# Help: New aquarium setup



## HeXoM (Oct 5, 2010)

Hey guys, I just got my 40 Gallon glass breeder aquarium and I'm trying to figure out the best way to get a good amount of flow into my tank, plus not have so much culture in the back of the tank.

This is something i drew up real quick as an example of what I want to do. 










If anyone has any suggestions on how to improve this setup, I would really appreciate it fellas.

Hope you enjoy my Paint skills :-D


----------



## pretzelsz (Jan 14, 2010)

Looks good. You will want to add a good sized power head still in the tank.

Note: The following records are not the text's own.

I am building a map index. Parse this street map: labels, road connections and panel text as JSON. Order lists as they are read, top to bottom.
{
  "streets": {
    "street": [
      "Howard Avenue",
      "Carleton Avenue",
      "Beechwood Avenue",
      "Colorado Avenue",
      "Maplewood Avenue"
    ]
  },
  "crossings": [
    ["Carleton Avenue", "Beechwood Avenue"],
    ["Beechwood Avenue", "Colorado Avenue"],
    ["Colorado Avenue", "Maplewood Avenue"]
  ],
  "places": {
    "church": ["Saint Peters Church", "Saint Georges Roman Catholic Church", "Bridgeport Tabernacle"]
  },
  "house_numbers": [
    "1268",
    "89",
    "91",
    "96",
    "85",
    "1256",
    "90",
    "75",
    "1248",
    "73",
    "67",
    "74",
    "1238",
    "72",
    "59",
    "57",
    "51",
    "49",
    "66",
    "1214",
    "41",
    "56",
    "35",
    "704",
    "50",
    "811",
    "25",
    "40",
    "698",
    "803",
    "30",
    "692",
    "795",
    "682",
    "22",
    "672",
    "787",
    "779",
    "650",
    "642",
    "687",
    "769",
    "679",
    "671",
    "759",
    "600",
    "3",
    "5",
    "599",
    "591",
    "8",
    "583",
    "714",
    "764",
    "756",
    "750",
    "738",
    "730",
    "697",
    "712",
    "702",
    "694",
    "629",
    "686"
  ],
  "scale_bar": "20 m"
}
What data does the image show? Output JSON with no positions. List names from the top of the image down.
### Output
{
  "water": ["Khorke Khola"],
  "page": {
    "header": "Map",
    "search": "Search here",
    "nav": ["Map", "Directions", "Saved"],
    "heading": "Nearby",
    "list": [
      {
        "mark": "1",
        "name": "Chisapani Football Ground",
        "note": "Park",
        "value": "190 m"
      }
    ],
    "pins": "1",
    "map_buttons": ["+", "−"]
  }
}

Also what is the spacing of the baffles?

Also that is alot of holes in the tank. The more you drill the more likely you are to crack the glass(If this is a DIY job). So think about that too.


----------



## HeXoM (Oct 5, 2010)

I just drew up the baffles just for he picture. Not sure how much spacing I'm going to have yet.

I'll be getting a Ech Tech MP10 for the powerhead, so i'll have plenty of water moving around.

I'm going to be drilling only 2 holes. Is that a lot for glass aquariums? 
If it is, i might as well get a U-tube, but i would really like that clean look.
But I would rather have something safe.

Or is it better having an acrylic aquarium for this sort of set up?


----------



## pretzelsz (Jan 14, 2010)

2 holes is fine but if you are doing this yourself the fewer the better...but two is fine. If you were going to do 3 or more go with a pro. 

Glass and acrylic is really preference if you like acrylic and how light it is go with that, If you like glass and the durability of it go glass. Drilling acrylic is easier then glass but still has some risks in it. At the end of the day it is just what you would rather have. Glass is great for this size. below a 10 gallon go acrylic, above 55 it is just what you like more IMO.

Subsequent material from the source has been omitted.